CNAsim

CNAsim is a software package for improved simulation of single-cell copy number alteration (CNA) data from tumors. CNAsim can be used to generate copy number profiles with noise patterns that mimic those of single-cell CNA detection algorithms, readcount data with ground truth CNPs, and DNA sequencing reads for sampled cells with ground truth CNPs. It offers significantly improved scalability, a high degree of customizability, and improved biological realism of simulated data.

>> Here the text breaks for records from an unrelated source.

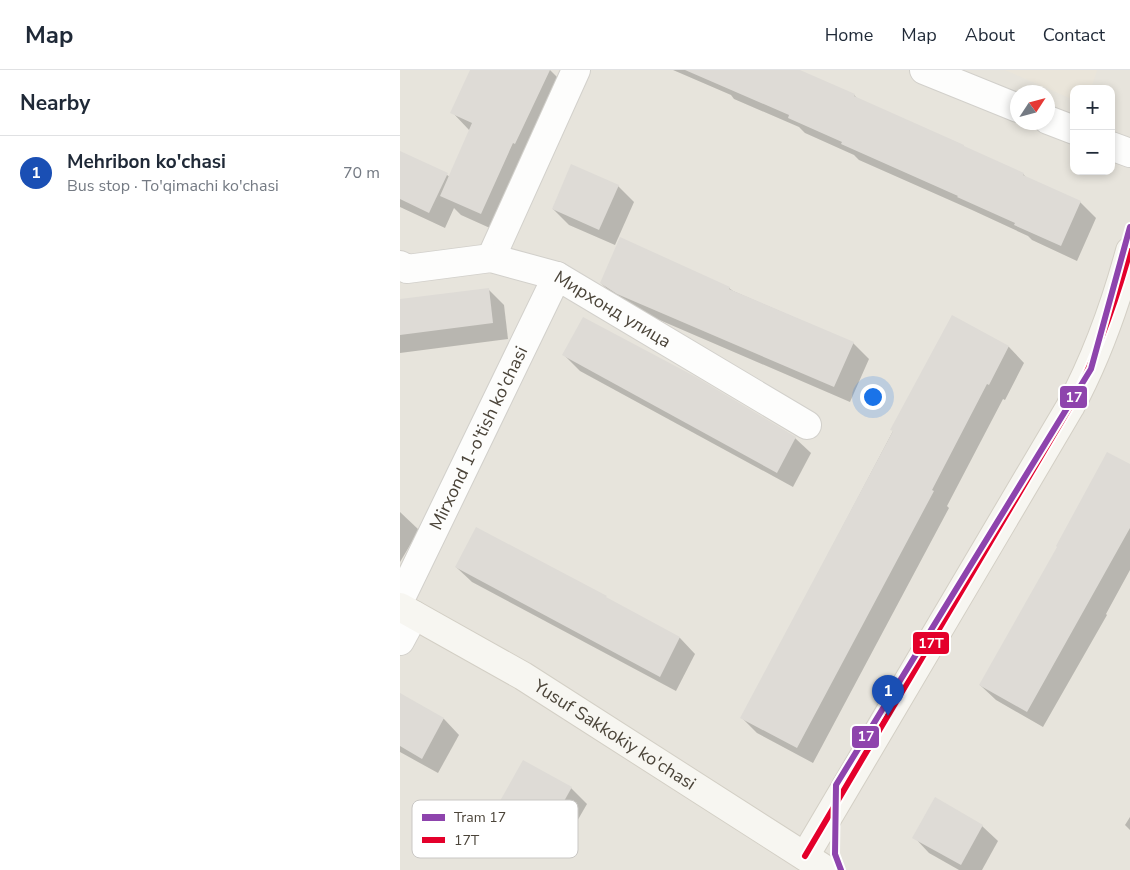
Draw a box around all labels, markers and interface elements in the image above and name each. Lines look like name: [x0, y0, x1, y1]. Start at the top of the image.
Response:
text: Map: [25, 19, 73, 51]
text: Home: [825, 23, 873, 47]
text: Map: [901, 23, 937, 47]
text: About: [965, 23, 1015, 47]
text: Contact: [1043, 23, 1105, 47]
north arrow: [1010, 85, 1055, 130]
map controls: [1070, 85, 1115, 175]
button: +: [1070, 85, 1115, 130]
text: Nearby: [20, 89, 90, 117]
button: −: [1070, 130, 1115, 175]
text: Mehribon ko'chasi: [67, 149, 226, 175]
text: 1: [31, 162, 41, 184]
text: 70 m: [343, 162, 380, 184]
text: Bus stop · To'qimachi ko'chasi: [67, 175, 279, 197]
street label: Мирхонд улица: [550, 265, 676, 353]
street label: Mirxond 1-o'tish ko'chasi: [424, 342, 533, 534]
your location: [860, 384, 886, 410]
line badge: 17: [1059, 385, 1088, 409]
text: 17: [1066, 388, 1082, 407]
line badge: 17T: [912, 631, 950, 655]
text: 17T: [918, 634, 944, 653]
street label: Yusuf Sakkokiy ko'chasi: [528, 673, 701, 796]
pin: 1: [872, 675, 904, 716]
line badge: 17: [851, 725, 880, 749]
text: 17: [858, 727, 874, 746]
legend: [412, 800, 578, 858]
text: Tram 17: [454, 808, 506, 827]
text: 17T: [454, 831, 480, 850]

CNAsim can be cited as follows:

CNAsim: Improved simulation of single-cell copy number profiles and DNA-seq data from tumors
Samson Weiner and Mukul S. Bansal
Bioinformatics, Volume 39, Issue 7, July 2023, btad434.

Current Version: 1.3.4

New Features

Sequencing reads can be sampled from two distinct haploid reference genomes, enabling the analysis of allelic frequency. To make sure of this feature, run CNAsim in mode 2 and specify the paths to the reference sequences using the -r1 and -r2 parameters.
CNAsim can now be used to simulate readcounts directly without having to generate synthetic sequencing reads. This can be achieved by using mode 1. Passing a reference genome is optional.

Installation
- Automatic installation
- Manual installation
Usage
Examples
Using the error model

Installation

Automatic installation

CNAsim is written in python and can be installed automatically using Conda. It is best practice to install CNAsim into a new environment as follows:

conda create -n CNAsim
conda activate CNAsim

conda install -c bioconda cnasim

Note that the environment must be activated before every session.

Manual installation

Users with a python interpreter can install CNAsim manually by downloading the source code and setting up an environment with all the necessary packages. The remainder of this section provides instructions on how to install CNAsim this way.

You can download the source code by cloning this repository:

git clone https://github.com/samsonweiner/CNAsim.git

First, cd into the CNAsim repository and run the setup script:

cd CNAsim
python setup.py install

Now setup the environment.

Python packages

CNAsim requires the installation of the following python packages:

Python packages can be easily installed with a package manager such as pip or conda. If using pip, you can install the packages by running:

pip install numpy scipy msprime biopython pyfaidx

If using conda, it is highly recommended that you create a fresh environment with a compatible python version before installing the packages. You can do so with the following.

conda create -n CNAsim
conda activate CNAsim

conda config --env --add channels conda-forge 
conda config --env --add channels bioconda

Now you can install the packages by running:

conda install numpy scipy msprime biopython pyfaidx

External packages

Additionally, CNAsim requires that the following packages are installed and configured on the environment.

samtools
dwgsim version >= 0.1.13

Both packages may be installed with conda.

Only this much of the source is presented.